START Records to process
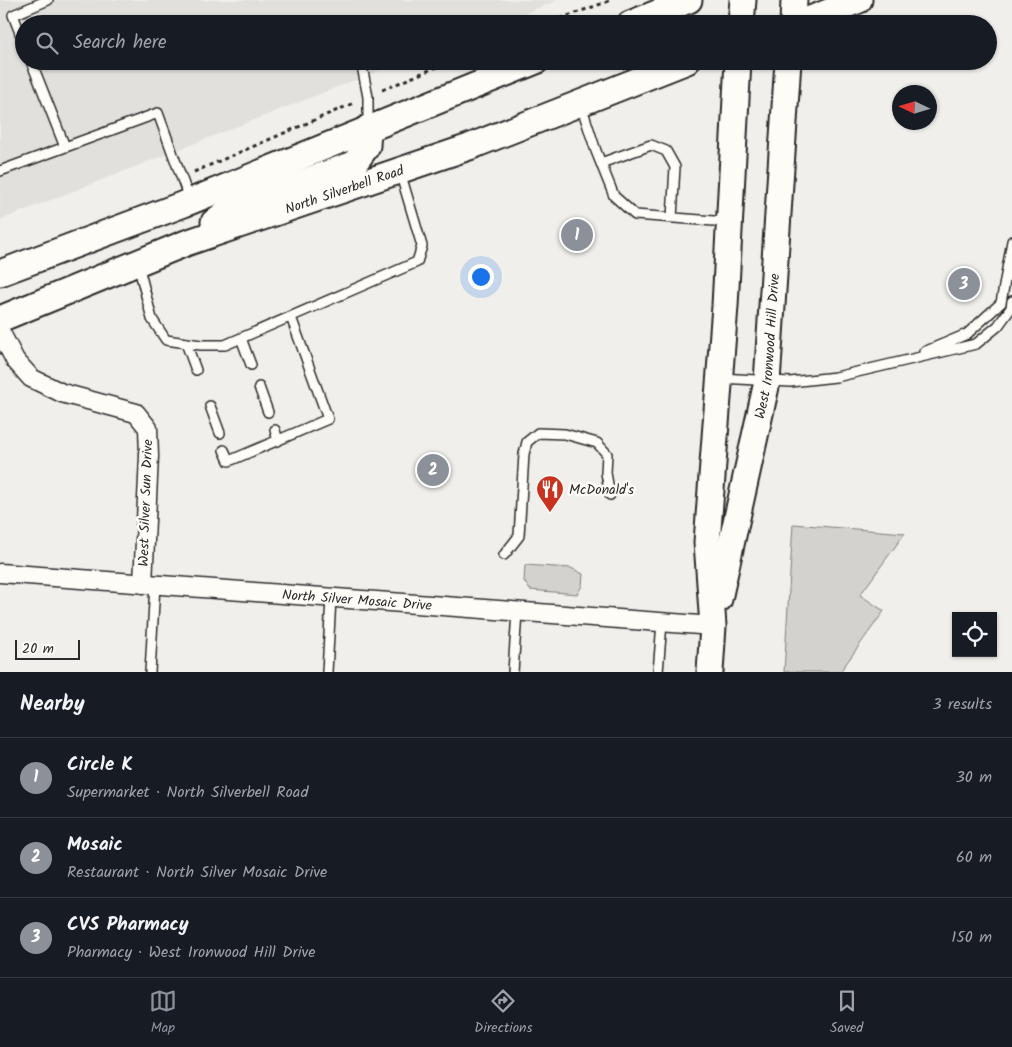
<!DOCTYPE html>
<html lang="en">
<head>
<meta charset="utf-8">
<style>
	body { margin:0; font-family:Kalam,sans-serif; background:#242831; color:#f1f3f6 }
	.controls { position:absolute; right:15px; bottom:15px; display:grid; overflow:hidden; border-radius:0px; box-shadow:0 1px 4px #0004 }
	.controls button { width:45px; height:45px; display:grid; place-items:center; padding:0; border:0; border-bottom:1px solid #363941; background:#171b24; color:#f1f3f6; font:25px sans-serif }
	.compass { position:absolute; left:892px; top:85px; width:45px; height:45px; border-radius:50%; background:#171b24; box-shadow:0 1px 4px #0004; rotate:274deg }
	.scale { position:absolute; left:15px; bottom:12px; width:65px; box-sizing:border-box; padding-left:5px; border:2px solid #2b2b2b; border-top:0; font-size:14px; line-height:18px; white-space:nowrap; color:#2b2b2b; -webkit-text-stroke:4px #fdfcf7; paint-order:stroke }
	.you { position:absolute; left:480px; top:276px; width:18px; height:18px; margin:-12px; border:4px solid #fff; border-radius:50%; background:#1a73e8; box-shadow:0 0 0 8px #1a73e833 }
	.badge { display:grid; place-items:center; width:32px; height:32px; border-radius:50%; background:#8c9099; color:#fff; font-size:16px; font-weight:700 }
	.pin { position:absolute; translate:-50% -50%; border:2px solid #fff; box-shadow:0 1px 5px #0006 }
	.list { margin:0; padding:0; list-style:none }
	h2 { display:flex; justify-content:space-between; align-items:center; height:65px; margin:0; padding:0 20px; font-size:21px }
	h2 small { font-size:16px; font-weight:400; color:#9ea1a6 }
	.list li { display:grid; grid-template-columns:32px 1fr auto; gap:15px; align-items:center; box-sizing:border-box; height:80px; padding:0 20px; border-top:1px solid #363941 }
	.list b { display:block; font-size:19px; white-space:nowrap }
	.list p { margin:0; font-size:16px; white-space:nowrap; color:#9ea1a6 }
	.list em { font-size:16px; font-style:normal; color:#9ea1a6 }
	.icon { flex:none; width:28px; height:28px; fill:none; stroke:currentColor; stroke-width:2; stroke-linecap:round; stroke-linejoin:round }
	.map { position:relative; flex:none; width:1012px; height:672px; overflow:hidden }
	.search { position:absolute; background:#171b24; box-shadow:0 1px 4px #0004; left:15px; right:15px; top:15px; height:55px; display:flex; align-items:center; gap:12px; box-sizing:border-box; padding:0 18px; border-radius:28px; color:#9ea1a6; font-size:19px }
	.sheet { height:305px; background:#171b24 }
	nav { display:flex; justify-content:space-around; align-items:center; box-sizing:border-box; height:70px; border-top:1px solid #363941; background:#171b24; font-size:14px; color:#9ea1a6 }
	nav a { display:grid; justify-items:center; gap:2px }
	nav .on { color:#8c9099 }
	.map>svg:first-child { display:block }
	.built { fill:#e1e0dc }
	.green { fill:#d3d2cf; stroke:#7f7e7d }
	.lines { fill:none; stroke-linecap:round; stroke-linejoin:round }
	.lane-casing { stroke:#2b2b2b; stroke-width:12 }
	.street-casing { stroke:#2b2b2b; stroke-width:21 }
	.secondary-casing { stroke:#2b2b2b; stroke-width:29 }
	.path { stroke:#2b2b2b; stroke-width:3; stroke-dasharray:4 4; stroke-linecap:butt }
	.lane { stroke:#fdfcf7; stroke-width:9 }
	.street { stroke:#fdfcf7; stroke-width:18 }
	.secondary { stroke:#fdfcf7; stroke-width:25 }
	.labels { text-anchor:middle; stroke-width:5; stroke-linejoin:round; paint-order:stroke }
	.street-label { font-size:14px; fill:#2b2b2b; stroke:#fdfcf7 }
	.poi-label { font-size:14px; fill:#2b2b2b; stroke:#fdfcf7; text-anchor:start }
</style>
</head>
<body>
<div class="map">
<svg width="1012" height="672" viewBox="0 0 1012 672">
	<rect width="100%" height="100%" fill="#f0efeb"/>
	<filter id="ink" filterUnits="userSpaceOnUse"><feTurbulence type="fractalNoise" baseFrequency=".02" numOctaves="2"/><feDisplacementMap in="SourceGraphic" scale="10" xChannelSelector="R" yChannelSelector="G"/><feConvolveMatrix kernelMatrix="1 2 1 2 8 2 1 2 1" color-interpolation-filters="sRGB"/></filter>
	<g filter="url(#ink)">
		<!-- built -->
		<path class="built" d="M 0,0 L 558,0 L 498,24 L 24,24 L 24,61 L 403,61 L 0,220 Z"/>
		<!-- green -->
		<path class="green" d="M 793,524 L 905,533 L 860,595 L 884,611 L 840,672 L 784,672 Z
			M 525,565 L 571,568 L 583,574 L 582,586 L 577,594 L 530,590 L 524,581 Z"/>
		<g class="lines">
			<!-- lane casing -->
			<g class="lane-casing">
				<path id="lane" d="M 24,43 L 13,15 L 48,0
					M 31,61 L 65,147
					M 361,61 L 368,97 L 368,125
					M 581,105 L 596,151 L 614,196 L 635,215 L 727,222
					M 601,163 L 651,145 L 666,151 L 675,167 L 672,218
					M 0,171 L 158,113 L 190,201
					M 138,264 L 152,319 L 166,340 L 201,345 L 225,345 L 417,262 L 422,246 L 400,172
					M 241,338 L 251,365
					M 186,343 L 196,370
					M 924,352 L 967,334 L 1001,303 L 1012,241
					M 720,378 L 790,382 L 836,377 L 976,344 L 998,326 L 1011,308 L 1012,301
					M 259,387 L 268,412
					M 210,406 L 220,433
					M 275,430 L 278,441
					M 224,450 L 229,461 L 328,419 L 291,317
					M 504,555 L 519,536 L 524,454 L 527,442 L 538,433 L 565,434 L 597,443 L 607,454 L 606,473 L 610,495
					M 150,672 L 155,585
					M 327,672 L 331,598
					M 513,672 L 517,612
					M 658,672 L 662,623"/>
			</g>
			<!-- street casing -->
			<g class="street-casing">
				<g id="street">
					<path d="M 0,331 L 15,360 L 31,378 L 62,393 L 136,413 L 148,428 L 149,456 L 143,584"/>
					<path id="s1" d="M 0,573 L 713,626"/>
				</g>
			</g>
			<!-- secondary casing -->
			<g class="secondary-casing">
				<g id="secondary">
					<path d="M 630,24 L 689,0"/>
					<path d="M 741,24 L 743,0"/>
					<path d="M 793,24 L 794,0"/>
					<path d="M 798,24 L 859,0"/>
					<path d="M 214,222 L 224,214 L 263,196 L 354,164 L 367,146 L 368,128"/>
					<path d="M 0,273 L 184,204 L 536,61"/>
					<path id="s2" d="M 0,319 L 186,243 L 469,147 L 687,61"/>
					<path id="s3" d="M 719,599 L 767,382 L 788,61"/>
					<path d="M 710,672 L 713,626 L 707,542 L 725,306 L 738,61"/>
				</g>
			</g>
			<!-- path -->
			<path class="path" d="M 545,24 L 612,0
				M 382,90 L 451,61
				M 194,172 L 354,103"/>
			<!-- lane -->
			<use href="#lane" class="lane"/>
			<!-- street -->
			<use href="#street" class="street"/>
			<!-- secondary -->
			<use href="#secondary" class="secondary"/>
		</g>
	</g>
	<!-- icons -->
	<defs>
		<g id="restaurant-pin" transform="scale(1.4375)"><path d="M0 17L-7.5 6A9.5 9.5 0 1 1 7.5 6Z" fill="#c8321e" stroke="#fdfcf7"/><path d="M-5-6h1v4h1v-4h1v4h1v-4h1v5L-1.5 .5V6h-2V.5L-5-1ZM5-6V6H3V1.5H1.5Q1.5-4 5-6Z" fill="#fff"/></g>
	</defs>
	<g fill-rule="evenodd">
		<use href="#restaurant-pin" x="550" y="489"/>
	</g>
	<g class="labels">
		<!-- street labels -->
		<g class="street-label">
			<text dy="5" stroke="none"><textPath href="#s2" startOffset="368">North Silverbell Road</textPath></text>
			<text dy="5" stroke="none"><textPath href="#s3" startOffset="258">West Ironwood Hill Drive</textPath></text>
			<text transform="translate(145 503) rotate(-88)" y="5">West Silver Sun Drive</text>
			<text dy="5" stroke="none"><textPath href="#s1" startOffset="358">North Silver Mosaic Drive</textPath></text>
		</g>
		<!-- poi labels -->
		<g class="poi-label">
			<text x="569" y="494">McDonald's</text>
		</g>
	</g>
</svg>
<div class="controls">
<button><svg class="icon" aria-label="locate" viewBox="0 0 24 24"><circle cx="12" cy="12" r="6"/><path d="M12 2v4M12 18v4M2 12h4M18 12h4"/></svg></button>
</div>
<svg class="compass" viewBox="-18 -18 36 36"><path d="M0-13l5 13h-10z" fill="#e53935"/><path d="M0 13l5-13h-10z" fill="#9ea1a6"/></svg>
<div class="scale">20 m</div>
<div class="you"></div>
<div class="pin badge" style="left:577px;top:235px">1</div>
<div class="pin badge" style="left:433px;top:470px">2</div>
<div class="pin badge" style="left:964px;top:284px">3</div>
<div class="search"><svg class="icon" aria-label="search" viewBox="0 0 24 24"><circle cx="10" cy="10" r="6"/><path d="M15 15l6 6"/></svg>Search here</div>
</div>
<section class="sheet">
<h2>Nearby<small>3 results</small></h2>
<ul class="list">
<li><span class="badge">1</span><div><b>Circle K</b><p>Supermarket · North Silverbell Road</p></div><em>30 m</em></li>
<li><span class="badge">2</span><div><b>Mosaic</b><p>Restaurant · North Silver Mosaic Drive</p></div><em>60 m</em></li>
<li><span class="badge">3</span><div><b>CVS Pharmacy</b><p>Pharmacy · West Ironwood Hill Drive</p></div><em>150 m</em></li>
</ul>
</section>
<nav>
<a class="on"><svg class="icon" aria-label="map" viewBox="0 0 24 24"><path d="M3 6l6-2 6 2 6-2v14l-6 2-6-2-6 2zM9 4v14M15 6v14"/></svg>Map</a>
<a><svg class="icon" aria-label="directions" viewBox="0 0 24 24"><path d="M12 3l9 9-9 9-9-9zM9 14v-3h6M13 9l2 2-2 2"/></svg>Directions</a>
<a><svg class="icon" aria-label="saved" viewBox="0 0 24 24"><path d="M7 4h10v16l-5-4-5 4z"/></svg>Saved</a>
</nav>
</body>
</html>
END Records to process
About this task — Give back exactly the lines from the one containing "6 2 6-2v14l-6" through the end of the material above, and nothing else.

Exercise answer —
<a class="on"><svg class="icon" aria-label="map" viewBox="0 0 24 24"><path d="M3 6l6-2 6 2 6-2v14l-6 2-6-2-6 2zM9 4v14M15 6v14"/></svg>Map</a>
<a><svg class="icon" aria-label="directions" viewBox="0 0 24 24"><path d="M12 3l9 9-9 9-9-9zM9 14v-3h6M13 9l2 2-2 2"/></svg>Directions</a>
<a><svg class="icon" aria-label="saved" viewBox="0 0 24 24"><path d="M7 4h10v16l-5-4-5 4z"/></svg>Saved</a>
</nav>
</body>
</html>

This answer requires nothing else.